I know of companies that hire a couple (=2) Singaporean workers (1 receptionist and 1 finance admin) and have an office of 20 people who are all foreigners from Europe, China and India (majority). They operate in the engineering services sector, don't make much money, are here only for the low tax rate, and pay about 3-5k for most of the jobs they employ (supposedly design engineers). They have special exemptions from MOM on employment quota on the basis that the skillsets required cannot be found here in Singapore, and they have supposedly based their "regional HQ" here in Singapore. Of course they hire the token locals, to maintain a resemblance of representation. Question : please tell me why (or how how how) are these companies allowed to operate here in Singapore to start with? Is Singapore a charity, to allow such setups to be based here?

The capitalist economic system is not the end all be all - Adam Smith in himself in his work the Wealth of Nations warned of the dangers of relying completely on the invisible hand to drive end results.
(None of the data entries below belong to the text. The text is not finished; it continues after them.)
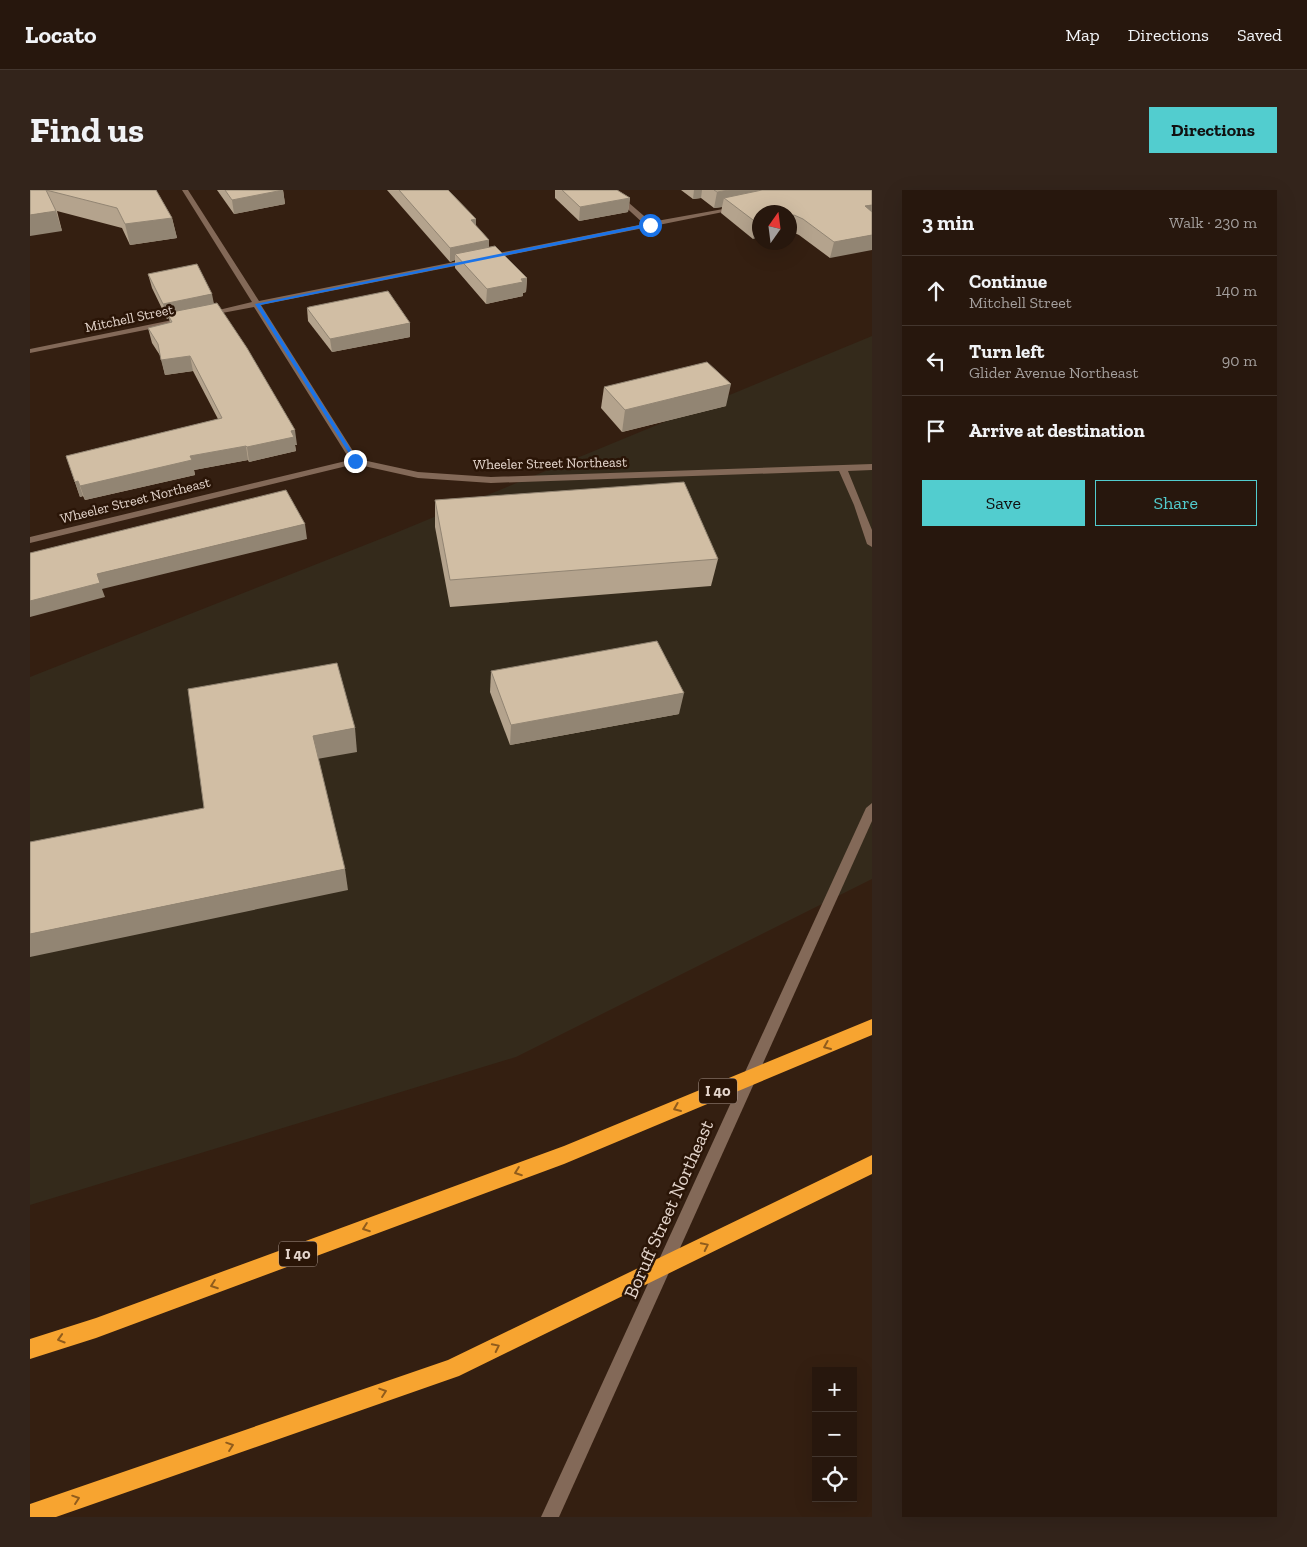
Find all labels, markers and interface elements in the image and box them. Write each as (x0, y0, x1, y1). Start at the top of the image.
text: Locato (25, 20, 97, 49)
text: Map (1065, 24, 1100, 46)
text: Directions (1128, 24, 1209, 46)
text: Saved (1237, 24, 1282, 46)
button: Directions (1149, 107, 1277, 153)
text: Find us (30, 109, 144, 151)
north arrow (752, 205, 797, 250)
text: 3 min (922, 210, 974, 235)
text: Walk · 230 m (1169, 213, 1257, 232)
route start (639, 214, 662, 237)
text: Continue (969, 270, 1047, 293)
icon: ahead (922, 277, 950, 305)
text: 140 m (1216, 281, 1257, 300)
text: Mitchell Street (969, 293, 1072, 312)
street label: Mitchell Street (83, 301, 176, 336)
text: Turn left (969, 340, 1044, 363)
icon: left (922, 347, 950, 375)
text: 90 m (1222, 351, 1257, 370)
text: Glider Avenue Northeast (969, 363, 1139, 382)
icon: arrive (922, 417, 950, 445)
text: Arrive at destination (969, 419, 1145, 442)
route end (344, 450, 367, 473)
street label: Wheeler Street Northeast (473, 454, 628, 473)
street label: Wheeler Street Northeast (58, 473, 213, 527)
button: Save (922, 480, 1085, 526)
button: Share (1095, 480, 1257, 526)
one-way arrow (823, 1039, 832, 1050)
road number: I 40 (699, 1078, 737, 1104)
one-way arrow (673, 1102, 682, 1112)
street label: Boruff Street Northeast (619, 1116, 718, 1302)
one-way arrow (515, 1166, 523, 1176)
one-way arrow (362, 1222, 371, 1232)
road number: I 40 (279, 1242, 317, 1266)
one-way arrow (700, 1242, 709, 1252)
one-way arrow (210, 1279, 218, 1289)
one-way arrow (57, 1334, 65, 1344)
one-way arrow (491, 1343, 500, 1354)
map controls (812, 1367, 857, 1502)
button: + (812, 1367, 857, 1412)
one-way arrow (378, 1388, 387, 1398)
button: − (812, 1412, 857, 1457)
one-way arrow (225, 1442, 233, 1452)
button: locate (812, 1457, 857, 1502)
one-way arrow (71, 1495, 80, 1505)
Yet people choose most of the time to highlight only the slogans of how having profit motive is a force for good.

To understand the predicament that Singapore has found itself in today, you have to trace back 20 years to the fundamental underpinnings of the Singapore society; its education system (small elite vs wider higher education), labour force management (gross input vs productivity growth) and political management (head in the ass vs enlightenment).

But though the interest of the labourer is strictly connected with that of the society, he is incapable either of comprehending that interest, or of understanding its connexion with his own. His condition leaves him no time to receive the necessary information, and his education and habits are commonly such as to render him unfit to judge even though he was fully informed. In the public deliberations, therefore, his voice is little heard and less regarded, except upon some particular occasions, when his clamour is animated, set on, and supported by his employers, not for his, but for their own particular purposes. (Smith, Wealth of Nations, page 218)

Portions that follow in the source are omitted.